The demonstration was organized by “Fight for $15,” a union-backed lobby group calling for an hourly minimum wage of $15 and workers’ union rights.   The “March on McDonald’s,” as it is being called, is backed by several Trump resistance movements, such as the Women’s March, and the Black Lives Matter Movement. 

"We need a McDonald’s that pays us a living wage," said Ashley Bruce, a “Fight for $15” leader and McDonald's worker for four years.  "We need $15 an hour to sustain our families. We can't keep trying to make ends meet like this.  This is not working for us.  We deserve to live.  We're barely making it on $10.50 an hour." 

"Like Trump, McDonald's faces widespread charges of stealing from workers' paychecks, sexually harassing women, ripping off taxpayers, and firing people for speaking out," organizers said in a press statement. 

This week, they continued, workers and leaders from across the progressive movement “will stress that resistance to Trump's agenda must include resistance to companies like McDonald's that are 'the Donald Trump of corporations.'" 

They also held another protest outside the McDonald's shareholder meeting in Oak Brook, Illinois.  Hundreds of fast-food cooks and cashiers protested at McDonald’s stores throughout the United States. 

“Labor rights are women’s rights,” Carmen Perez, co-chair of the Women’s March, said in an e-mail.  “The link between the gender justice and labor justice movements is strong — but often unacknowledged... These fights are our fights, and the only way we win is together.” 

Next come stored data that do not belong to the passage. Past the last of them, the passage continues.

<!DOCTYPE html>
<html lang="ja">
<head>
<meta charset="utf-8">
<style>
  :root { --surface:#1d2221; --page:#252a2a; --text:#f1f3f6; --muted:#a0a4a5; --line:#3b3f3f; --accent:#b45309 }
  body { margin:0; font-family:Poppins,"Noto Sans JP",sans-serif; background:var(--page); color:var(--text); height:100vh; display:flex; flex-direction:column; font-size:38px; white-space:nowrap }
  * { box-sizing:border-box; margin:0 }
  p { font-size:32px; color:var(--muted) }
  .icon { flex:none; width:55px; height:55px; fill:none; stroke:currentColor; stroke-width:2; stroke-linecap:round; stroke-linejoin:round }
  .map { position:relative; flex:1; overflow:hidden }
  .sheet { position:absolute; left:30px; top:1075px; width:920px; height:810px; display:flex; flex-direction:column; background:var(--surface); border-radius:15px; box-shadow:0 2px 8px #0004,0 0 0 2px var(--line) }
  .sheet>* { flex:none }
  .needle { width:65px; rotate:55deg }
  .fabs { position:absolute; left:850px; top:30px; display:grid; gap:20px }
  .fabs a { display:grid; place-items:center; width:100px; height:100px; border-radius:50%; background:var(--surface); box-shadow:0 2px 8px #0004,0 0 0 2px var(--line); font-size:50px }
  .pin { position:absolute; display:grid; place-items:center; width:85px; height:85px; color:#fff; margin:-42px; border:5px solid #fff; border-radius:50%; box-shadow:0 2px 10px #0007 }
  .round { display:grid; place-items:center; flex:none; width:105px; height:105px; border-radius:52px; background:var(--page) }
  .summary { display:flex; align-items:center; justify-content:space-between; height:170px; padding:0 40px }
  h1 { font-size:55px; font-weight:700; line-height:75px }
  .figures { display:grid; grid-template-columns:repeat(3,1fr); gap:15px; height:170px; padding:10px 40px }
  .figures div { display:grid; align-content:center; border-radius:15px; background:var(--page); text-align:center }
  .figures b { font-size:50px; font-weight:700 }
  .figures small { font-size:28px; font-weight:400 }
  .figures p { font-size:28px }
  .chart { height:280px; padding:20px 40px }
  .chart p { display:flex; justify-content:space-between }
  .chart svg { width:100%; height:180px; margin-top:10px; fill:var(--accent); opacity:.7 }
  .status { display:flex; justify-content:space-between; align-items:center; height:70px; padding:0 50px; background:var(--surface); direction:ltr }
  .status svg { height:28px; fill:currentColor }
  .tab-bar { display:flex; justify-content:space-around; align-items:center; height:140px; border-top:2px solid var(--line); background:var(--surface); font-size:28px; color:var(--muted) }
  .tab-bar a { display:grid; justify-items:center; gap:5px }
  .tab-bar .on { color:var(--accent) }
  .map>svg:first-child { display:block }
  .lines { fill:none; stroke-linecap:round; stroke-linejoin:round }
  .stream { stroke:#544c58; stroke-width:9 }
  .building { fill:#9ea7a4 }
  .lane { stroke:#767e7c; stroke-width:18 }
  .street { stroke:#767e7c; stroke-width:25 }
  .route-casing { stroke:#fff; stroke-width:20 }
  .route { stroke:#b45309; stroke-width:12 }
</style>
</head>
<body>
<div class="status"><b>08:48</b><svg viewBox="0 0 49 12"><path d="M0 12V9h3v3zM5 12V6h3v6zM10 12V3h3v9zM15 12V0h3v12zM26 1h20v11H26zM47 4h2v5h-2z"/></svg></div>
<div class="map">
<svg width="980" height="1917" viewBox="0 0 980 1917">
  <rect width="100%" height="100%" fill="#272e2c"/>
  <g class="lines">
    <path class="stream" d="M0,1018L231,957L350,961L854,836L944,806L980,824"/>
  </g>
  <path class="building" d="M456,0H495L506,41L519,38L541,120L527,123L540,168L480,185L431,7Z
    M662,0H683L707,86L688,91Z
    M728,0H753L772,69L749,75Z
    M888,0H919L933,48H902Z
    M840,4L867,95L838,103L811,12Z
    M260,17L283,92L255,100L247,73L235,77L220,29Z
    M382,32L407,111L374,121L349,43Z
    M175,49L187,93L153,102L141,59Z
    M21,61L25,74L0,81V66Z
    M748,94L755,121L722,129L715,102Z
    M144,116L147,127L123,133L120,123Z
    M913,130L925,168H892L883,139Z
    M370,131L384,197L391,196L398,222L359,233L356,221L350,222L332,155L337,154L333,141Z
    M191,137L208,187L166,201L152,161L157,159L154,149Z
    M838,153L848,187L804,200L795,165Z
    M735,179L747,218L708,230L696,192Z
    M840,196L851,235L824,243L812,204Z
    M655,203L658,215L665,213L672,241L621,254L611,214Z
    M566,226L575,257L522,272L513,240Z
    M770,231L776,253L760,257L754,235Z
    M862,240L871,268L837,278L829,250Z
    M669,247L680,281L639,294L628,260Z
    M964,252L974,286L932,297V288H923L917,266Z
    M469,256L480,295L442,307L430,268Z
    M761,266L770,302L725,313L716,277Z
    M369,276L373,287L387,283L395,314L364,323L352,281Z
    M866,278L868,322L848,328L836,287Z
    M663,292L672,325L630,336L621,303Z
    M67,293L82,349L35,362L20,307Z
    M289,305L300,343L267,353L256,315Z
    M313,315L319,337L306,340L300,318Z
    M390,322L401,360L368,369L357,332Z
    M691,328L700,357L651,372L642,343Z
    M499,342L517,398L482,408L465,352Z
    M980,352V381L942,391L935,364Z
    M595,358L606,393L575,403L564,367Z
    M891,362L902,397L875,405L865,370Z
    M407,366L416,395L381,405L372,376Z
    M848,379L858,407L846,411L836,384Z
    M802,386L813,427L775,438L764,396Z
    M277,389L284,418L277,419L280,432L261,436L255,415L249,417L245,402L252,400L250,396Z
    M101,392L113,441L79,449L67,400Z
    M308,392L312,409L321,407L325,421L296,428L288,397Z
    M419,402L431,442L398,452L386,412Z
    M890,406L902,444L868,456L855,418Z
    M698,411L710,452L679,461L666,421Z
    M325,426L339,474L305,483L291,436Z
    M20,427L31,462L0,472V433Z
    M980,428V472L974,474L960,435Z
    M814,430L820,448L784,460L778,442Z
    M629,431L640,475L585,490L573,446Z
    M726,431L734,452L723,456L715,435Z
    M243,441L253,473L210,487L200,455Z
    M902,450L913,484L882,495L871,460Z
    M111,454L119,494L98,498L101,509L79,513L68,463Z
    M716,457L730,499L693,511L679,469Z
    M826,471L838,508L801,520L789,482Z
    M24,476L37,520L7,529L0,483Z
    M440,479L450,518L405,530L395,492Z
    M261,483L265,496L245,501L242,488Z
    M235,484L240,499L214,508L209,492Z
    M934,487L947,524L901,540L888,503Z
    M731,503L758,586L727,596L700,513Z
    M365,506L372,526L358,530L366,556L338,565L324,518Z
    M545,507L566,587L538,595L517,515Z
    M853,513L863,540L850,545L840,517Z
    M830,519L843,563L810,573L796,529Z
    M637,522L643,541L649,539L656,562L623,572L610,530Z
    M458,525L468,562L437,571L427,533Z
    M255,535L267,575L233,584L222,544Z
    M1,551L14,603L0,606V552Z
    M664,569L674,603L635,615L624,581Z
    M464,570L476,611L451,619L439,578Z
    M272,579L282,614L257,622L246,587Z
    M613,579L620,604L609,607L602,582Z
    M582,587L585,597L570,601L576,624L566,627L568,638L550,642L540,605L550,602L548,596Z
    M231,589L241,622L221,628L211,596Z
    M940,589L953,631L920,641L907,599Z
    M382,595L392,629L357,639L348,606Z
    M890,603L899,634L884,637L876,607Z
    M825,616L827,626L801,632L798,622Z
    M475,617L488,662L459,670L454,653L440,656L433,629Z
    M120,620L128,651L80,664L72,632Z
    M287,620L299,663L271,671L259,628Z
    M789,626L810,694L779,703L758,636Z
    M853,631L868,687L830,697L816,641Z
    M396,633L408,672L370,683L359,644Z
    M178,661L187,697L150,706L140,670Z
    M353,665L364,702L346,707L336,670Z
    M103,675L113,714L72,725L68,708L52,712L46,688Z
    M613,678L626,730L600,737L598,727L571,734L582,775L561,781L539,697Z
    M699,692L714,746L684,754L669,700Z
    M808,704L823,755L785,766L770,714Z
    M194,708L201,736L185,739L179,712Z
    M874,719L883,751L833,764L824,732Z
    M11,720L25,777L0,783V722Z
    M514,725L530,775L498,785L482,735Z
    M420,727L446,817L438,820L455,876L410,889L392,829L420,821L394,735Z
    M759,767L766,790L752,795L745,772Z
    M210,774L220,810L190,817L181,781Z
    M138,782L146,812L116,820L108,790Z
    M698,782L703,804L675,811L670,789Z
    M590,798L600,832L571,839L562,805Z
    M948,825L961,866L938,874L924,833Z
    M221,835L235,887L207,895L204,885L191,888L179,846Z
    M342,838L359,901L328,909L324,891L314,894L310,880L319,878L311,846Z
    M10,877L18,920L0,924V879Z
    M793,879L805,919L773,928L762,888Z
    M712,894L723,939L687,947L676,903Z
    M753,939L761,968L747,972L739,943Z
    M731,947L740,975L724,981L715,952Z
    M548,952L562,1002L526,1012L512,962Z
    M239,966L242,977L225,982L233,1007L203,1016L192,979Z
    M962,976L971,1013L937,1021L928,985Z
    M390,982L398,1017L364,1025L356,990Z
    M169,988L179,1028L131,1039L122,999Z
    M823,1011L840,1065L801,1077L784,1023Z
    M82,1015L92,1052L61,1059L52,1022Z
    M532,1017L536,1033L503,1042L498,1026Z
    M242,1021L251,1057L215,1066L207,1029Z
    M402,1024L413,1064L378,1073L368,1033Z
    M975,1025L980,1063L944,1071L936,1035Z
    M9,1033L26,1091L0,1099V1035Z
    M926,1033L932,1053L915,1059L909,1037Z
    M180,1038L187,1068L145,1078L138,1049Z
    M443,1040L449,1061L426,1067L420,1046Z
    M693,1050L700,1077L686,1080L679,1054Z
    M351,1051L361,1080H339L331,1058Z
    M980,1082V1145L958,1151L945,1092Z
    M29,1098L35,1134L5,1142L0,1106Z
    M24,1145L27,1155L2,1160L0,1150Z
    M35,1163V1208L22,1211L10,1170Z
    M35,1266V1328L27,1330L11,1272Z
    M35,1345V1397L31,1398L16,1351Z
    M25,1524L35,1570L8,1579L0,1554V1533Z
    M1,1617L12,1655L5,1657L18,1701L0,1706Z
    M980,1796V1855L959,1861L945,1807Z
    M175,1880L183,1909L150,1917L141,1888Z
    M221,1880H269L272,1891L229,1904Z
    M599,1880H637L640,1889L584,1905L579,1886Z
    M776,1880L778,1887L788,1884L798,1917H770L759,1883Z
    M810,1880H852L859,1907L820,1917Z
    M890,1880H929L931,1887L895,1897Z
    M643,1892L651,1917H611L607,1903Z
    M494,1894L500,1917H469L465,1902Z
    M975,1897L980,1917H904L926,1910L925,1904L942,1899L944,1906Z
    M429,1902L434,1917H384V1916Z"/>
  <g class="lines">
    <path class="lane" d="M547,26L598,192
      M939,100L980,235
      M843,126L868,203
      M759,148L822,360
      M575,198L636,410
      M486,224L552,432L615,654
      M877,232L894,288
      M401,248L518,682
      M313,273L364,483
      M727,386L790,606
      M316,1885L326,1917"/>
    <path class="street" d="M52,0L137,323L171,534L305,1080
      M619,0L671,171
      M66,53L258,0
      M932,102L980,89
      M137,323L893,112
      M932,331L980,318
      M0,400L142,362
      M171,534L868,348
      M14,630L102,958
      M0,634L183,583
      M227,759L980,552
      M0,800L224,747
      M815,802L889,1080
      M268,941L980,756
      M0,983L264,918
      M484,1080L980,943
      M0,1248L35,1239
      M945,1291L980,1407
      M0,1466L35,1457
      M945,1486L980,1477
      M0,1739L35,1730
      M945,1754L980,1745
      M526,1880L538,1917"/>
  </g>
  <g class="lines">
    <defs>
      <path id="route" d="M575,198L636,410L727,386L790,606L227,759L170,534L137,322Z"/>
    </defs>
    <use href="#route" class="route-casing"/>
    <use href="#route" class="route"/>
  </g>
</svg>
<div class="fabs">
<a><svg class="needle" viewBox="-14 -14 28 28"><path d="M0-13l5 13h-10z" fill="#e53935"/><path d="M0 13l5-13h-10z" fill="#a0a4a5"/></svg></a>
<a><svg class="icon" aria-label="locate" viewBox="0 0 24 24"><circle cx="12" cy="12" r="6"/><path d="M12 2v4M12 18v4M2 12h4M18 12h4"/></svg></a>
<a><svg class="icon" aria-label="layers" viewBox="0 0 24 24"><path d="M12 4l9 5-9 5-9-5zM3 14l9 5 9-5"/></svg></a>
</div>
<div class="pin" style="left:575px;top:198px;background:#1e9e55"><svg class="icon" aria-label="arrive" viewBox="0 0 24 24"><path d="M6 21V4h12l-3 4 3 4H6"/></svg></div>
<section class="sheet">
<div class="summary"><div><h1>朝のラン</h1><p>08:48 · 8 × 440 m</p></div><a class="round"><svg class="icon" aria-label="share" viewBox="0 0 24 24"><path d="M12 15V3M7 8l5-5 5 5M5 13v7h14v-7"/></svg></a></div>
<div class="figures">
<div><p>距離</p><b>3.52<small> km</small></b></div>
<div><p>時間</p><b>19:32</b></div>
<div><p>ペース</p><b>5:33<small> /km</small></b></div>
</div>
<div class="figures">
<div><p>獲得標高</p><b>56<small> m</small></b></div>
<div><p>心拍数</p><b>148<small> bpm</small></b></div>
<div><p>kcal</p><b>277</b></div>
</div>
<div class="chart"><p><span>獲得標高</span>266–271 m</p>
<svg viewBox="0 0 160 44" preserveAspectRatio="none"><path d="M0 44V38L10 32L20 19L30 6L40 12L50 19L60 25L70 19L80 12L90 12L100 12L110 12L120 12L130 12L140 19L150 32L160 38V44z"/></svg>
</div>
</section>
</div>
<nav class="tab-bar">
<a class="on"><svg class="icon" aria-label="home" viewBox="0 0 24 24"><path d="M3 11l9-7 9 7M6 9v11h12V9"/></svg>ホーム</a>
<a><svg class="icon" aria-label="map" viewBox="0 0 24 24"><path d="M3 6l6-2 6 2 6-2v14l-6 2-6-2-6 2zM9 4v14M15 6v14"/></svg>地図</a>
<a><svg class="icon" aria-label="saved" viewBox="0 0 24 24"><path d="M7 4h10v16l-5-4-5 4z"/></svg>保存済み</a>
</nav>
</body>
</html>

In 2015, McDonald’s announced that it will pay at least $1 per hour more than the local minimum wage at company-owned restaurants, bringing the average hourly rate for its U.S. employees to $9.90.  

Since 2012, several states and major cities, including California, New York and Seattle, have passed measures requiring an hourly minimum wage of $15.  Companies like Facebook and Aetna also have announced plans to raise worker pay to at least $15 per hour. 

Trump himself has offered mixed messages about his stance on the minimum wage, saying that the federal minimum wage is too low but also saying there should be no federal minimum wage at all. 

"[A]s I march on McDonald’s, it won't just be for me.  It will be for all the Americans who dream of a world where everyone from CEOs to President Trump give workers a fair shot,” Kenya Banks, a McDonald’s cashier from Missouri, wrote at Civil Eats. 

“It will be for a world where the economy isn’t rigged to only benefit the rich.  It will be for a world where working for one of the richest corporations means you'll never wind up homeless."